Evaluating the Clinical Utility of MINDY in Monitoring Change and Risk on an Acute Psychiatric Ward
Chania Lambrinudi, Alba Garcia-Melendez, Kishen Guruparan, Harith Ali, Kazuya IwataAims:
Monitoring mental state and risk is central to psychiatric inpatient care. The narrative nature of the Mental State Examination (MSE), although essential for clinical decision-making, limits rapid detection of trends and communication of change across teams. Existingrating scales are often diagnosis-specific, time-consuming, or clinician-restricted, reducing feasibility for routine ward use.
MINDY is a brief, structured tool designed for repeated inpatient assessment to capture mental-state disturbance and risk in a reproducible format.
This study aimed to evaluate whether repeated MINDY assessments meaningfully reflect clinical change in mental state and risk during psychiatric admissions.
We hypothesised that MINDY scores and risk classifications would show clinically coherent variation over time and align with changes documented in nursing notes.
Methods:
This ward-based service-evaluation and retrospective case-note review was conducted on an adult psychiatric inpatient ward. Three resident doctors completed daily MINDY assessments for inpatients under a single consultant team over a randomly selected two-week period.

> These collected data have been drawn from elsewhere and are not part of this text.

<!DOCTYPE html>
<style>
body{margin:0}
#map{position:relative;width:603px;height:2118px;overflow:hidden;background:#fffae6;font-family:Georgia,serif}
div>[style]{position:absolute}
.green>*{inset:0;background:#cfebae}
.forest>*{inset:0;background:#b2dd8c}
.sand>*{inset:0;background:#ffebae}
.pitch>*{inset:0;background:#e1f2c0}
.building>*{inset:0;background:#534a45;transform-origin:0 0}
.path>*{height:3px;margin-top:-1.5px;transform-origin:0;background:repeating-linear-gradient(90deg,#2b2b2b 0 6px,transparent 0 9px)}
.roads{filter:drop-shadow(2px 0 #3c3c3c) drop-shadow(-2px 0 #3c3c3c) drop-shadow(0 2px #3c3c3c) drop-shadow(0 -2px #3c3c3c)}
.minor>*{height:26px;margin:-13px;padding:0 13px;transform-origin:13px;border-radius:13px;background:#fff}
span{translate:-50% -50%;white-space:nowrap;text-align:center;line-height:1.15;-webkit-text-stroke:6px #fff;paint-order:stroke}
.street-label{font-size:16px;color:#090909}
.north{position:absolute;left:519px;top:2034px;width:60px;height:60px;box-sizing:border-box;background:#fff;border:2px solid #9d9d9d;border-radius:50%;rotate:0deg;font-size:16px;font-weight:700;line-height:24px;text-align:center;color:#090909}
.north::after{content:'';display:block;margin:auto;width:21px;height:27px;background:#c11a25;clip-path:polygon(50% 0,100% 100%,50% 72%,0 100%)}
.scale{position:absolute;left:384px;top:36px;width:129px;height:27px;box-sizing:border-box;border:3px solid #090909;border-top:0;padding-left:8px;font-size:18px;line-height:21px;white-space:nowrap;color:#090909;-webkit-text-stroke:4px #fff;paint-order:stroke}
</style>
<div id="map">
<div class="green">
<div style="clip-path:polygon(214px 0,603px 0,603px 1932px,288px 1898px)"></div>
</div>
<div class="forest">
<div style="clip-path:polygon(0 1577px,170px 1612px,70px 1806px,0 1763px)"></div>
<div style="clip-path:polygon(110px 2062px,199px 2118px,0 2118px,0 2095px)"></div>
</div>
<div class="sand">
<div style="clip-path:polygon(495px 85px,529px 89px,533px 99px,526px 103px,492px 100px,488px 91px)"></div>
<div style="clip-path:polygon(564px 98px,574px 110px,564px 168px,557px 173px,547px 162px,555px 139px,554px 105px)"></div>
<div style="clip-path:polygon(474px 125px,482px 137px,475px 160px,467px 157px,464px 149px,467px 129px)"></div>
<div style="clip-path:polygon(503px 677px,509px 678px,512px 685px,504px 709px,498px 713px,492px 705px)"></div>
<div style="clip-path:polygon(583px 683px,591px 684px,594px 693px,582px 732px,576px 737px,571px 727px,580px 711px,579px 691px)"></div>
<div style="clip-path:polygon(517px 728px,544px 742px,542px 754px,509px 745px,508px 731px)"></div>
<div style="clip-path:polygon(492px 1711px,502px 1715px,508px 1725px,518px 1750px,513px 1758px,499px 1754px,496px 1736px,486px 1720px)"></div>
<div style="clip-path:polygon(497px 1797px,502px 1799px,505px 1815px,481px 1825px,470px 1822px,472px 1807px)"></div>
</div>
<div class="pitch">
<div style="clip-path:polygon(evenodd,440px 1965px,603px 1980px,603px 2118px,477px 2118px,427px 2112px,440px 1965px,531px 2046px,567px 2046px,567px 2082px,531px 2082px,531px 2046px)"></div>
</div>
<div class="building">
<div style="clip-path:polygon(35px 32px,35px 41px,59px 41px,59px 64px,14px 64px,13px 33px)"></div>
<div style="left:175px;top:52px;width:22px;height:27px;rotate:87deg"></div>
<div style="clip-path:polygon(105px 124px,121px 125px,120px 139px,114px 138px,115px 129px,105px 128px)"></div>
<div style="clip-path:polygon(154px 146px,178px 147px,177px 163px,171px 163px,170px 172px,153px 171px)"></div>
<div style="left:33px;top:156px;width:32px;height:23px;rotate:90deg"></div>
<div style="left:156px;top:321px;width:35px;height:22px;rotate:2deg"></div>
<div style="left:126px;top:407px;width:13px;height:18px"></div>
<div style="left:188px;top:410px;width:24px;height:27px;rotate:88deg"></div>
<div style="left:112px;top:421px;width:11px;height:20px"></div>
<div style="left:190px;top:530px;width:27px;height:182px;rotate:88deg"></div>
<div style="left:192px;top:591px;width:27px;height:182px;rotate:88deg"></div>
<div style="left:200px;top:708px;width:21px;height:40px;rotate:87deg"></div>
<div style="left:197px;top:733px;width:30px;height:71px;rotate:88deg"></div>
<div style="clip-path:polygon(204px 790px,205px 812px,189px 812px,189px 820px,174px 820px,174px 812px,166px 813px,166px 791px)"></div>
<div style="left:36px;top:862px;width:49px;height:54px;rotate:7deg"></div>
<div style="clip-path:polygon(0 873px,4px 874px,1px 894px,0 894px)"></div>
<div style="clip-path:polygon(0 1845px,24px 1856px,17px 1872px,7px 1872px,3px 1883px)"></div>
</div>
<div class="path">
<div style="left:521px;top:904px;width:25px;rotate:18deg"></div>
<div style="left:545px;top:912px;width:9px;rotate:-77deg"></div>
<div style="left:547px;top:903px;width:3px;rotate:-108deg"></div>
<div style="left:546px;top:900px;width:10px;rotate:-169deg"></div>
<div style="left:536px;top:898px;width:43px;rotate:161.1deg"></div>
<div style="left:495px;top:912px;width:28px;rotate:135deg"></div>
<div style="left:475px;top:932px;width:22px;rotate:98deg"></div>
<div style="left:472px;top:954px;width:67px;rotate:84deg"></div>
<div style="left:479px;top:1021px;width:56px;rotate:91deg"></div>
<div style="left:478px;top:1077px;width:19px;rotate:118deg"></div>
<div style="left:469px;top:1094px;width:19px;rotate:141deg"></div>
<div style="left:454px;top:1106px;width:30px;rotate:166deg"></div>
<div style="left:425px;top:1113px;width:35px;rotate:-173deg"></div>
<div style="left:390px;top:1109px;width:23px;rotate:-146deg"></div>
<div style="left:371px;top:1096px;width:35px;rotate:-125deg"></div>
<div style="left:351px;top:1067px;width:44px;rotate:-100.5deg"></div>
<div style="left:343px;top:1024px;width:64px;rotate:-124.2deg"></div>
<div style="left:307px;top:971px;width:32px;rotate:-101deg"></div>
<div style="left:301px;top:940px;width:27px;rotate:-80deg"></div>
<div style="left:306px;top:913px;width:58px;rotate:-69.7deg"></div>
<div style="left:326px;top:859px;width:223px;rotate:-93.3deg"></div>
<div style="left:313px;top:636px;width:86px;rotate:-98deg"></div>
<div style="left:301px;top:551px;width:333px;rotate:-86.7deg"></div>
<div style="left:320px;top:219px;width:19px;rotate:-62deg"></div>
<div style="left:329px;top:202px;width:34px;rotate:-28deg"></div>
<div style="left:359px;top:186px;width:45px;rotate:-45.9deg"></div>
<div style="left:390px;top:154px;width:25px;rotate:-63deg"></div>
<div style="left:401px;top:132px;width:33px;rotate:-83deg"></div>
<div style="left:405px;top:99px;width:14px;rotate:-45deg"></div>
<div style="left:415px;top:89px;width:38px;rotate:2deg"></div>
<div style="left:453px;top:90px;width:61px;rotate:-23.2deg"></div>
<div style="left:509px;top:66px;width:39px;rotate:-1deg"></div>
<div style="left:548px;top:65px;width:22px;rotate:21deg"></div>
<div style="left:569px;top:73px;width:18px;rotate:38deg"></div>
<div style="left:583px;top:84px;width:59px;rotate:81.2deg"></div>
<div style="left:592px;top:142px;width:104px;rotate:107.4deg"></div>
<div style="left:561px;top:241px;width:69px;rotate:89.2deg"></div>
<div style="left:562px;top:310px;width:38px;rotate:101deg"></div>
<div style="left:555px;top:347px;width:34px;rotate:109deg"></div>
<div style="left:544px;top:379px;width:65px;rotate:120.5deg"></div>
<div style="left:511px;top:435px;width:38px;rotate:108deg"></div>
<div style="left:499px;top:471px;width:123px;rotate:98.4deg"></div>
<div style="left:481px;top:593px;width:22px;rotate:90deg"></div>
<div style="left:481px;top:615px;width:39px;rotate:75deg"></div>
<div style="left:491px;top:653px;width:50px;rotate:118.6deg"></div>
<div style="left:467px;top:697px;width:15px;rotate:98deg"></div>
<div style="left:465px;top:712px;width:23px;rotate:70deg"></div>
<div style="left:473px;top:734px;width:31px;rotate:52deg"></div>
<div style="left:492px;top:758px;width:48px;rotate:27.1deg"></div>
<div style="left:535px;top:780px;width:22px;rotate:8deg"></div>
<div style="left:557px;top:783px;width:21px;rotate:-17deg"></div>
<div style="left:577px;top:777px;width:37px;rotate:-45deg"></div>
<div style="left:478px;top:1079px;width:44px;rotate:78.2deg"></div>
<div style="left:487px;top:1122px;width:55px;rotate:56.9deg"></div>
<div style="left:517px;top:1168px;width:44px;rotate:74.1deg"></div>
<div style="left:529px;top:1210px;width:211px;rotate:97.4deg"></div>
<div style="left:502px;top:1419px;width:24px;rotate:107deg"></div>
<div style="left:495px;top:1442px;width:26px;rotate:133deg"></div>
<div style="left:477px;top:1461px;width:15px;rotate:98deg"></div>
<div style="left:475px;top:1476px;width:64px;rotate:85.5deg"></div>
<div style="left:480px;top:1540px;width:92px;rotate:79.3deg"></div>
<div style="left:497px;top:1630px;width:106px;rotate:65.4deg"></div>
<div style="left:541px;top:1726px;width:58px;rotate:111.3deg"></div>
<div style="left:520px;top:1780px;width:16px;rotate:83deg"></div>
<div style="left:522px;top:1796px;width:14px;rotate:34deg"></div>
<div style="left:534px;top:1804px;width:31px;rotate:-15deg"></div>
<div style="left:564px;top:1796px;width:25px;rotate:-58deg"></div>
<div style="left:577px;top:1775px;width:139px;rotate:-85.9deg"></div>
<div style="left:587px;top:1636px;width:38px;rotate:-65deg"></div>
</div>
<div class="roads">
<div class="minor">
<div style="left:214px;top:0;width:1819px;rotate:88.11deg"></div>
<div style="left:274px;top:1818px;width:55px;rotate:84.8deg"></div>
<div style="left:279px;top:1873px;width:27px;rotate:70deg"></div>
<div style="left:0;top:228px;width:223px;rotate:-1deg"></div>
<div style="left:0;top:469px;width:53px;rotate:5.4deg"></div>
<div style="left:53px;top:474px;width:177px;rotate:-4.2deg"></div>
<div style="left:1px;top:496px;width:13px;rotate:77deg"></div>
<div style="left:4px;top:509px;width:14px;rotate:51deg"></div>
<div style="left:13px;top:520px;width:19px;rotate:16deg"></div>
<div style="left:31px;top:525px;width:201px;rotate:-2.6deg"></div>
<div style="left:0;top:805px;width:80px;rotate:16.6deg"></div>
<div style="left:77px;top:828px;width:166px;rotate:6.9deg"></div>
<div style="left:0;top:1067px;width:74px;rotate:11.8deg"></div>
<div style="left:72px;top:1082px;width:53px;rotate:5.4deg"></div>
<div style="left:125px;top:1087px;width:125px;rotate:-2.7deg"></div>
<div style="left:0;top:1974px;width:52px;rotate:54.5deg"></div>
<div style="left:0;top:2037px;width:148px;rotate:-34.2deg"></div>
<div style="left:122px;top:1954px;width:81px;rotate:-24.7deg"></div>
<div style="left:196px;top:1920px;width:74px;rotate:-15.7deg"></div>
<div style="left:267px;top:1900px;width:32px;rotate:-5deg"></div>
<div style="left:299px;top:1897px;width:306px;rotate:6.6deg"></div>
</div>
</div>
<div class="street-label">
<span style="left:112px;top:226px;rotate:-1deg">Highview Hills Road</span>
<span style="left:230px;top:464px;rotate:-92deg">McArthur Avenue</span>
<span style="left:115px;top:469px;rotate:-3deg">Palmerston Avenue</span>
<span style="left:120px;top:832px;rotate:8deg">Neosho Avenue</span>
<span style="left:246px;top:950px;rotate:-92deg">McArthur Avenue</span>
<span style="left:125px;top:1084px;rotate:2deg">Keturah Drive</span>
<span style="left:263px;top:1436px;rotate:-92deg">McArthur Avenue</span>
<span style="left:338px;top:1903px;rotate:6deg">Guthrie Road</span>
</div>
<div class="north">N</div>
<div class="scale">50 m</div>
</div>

MINDY outputs were compared with concurrent nursing documentation. Data were anonymised and handled in accordance with NHS information-governance and General Data Protection Regulation requirements. Analyses were undertaken by an independent medical student with no prior clinical involvement.

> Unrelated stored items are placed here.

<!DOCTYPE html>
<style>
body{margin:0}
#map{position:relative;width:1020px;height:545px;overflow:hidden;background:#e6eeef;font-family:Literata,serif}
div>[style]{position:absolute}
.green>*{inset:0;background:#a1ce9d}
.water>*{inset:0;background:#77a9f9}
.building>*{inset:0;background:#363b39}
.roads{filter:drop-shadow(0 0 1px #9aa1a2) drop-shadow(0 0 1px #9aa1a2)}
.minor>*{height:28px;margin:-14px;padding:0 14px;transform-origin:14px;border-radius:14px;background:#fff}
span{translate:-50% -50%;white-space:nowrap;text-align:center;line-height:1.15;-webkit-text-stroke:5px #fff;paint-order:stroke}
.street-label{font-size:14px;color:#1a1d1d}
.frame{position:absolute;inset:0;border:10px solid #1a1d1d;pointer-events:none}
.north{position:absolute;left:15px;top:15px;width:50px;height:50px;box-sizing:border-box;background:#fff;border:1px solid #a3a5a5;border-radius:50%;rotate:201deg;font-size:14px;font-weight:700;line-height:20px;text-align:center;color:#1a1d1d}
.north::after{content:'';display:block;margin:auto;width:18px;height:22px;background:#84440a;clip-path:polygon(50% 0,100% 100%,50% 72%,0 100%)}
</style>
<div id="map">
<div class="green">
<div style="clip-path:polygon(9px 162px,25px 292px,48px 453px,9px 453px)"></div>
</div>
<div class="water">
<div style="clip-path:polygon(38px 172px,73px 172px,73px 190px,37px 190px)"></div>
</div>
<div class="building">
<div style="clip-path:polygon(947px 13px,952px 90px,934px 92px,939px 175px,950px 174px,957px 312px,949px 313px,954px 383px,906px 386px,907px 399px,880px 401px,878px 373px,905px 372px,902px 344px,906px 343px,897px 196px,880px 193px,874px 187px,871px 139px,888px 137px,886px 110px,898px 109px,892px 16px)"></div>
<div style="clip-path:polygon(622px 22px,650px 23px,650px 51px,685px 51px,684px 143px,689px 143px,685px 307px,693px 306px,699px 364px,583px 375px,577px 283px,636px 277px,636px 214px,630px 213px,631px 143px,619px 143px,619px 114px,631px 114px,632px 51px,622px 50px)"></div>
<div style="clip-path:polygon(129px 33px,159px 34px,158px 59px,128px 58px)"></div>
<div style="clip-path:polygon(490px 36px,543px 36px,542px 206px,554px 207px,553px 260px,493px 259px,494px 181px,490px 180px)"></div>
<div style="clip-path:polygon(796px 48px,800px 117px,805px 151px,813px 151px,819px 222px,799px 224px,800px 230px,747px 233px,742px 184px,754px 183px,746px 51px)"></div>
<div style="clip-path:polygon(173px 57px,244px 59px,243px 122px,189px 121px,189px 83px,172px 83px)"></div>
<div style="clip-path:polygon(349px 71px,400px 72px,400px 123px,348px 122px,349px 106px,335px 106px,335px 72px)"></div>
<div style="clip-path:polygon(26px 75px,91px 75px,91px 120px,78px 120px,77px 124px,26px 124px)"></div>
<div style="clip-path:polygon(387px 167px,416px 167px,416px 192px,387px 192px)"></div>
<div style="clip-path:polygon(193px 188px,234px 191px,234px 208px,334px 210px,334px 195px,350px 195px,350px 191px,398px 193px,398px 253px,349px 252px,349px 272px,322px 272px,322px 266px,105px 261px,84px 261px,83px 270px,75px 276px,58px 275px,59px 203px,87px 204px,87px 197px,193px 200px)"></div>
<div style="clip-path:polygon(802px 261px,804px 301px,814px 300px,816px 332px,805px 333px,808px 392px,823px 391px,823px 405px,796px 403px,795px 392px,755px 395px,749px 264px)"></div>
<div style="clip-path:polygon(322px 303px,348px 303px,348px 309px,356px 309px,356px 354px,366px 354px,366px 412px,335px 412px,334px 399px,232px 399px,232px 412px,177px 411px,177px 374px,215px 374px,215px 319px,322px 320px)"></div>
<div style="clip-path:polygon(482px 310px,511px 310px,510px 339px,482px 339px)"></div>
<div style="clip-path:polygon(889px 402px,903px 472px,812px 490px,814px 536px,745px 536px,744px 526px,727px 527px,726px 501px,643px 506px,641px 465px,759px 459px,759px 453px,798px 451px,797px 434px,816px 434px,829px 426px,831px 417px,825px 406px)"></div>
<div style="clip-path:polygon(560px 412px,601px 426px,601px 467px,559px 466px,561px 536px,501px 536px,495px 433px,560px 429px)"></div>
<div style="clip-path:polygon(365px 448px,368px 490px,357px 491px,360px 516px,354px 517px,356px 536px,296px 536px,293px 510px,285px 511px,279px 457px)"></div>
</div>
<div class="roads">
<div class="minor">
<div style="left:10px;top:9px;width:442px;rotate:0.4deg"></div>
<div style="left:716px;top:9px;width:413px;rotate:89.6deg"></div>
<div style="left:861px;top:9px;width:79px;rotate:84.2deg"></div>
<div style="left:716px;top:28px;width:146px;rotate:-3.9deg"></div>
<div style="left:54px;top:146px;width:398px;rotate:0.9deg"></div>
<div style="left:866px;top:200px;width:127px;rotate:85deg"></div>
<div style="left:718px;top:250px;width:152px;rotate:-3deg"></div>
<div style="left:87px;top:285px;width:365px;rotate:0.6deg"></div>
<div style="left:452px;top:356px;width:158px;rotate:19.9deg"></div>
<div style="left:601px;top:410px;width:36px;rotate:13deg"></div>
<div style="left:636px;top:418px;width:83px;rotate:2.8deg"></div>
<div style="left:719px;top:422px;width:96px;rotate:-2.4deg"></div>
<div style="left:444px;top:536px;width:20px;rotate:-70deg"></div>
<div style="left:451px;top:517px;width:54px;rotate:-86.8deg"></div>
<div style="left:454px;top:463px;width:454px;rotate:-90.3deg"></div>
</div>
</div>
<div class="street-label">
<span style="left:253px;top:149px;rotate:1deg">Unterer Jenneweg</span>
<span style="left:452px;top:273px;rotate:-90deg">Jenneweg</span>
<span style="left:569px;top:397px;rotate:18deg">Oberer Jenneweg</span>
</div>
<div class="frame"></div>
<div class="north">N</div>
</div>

The case-record analysis focused on MINDY’s capacity to track clinical change over time. Documentation completeness, inter-rater reliability and predictive validity were not assessed.
Results:
On days with both MINDY and nursing documentation available, suicide or self-harm risk was recorded on six occasions, all classified by MINDY as Risk-Group C (100% sensitivity and negative predictive value). Specificity was 87.5%, with three Risk-Group C classifications on days without documented risk. Agreement between Risk-Group C and nursing-documented risk was substantial (κ=0.74). Documented risk was significantly more frequent on Risk-Group C days than others (66.7% vs 0%), with a large effect size (h=1.91; p=0.00014).
Graphical longitudinal plots showed clinically interpretable trajectories. Patients discharged during the intervention recorded sustained low risk and scores, concordant with nursing notes, while those remaining on the ward showed fluctuating scores and shifting risk zones reflecting variable clinical courses.
Conclusion:
MINDY’s Risk-Group classification identified nursing-documented suicide and self-harm risk with perfect sensitivity and substantial agreement. Longitudinal visualisation demonstrated clinically meaningful trajectories associated with discharge and ongoing admission.
The findings support MINDY as a practical, structured tool for tracking inpatient change and guiding discharge decisions, though further refinement of risk stratification is needed.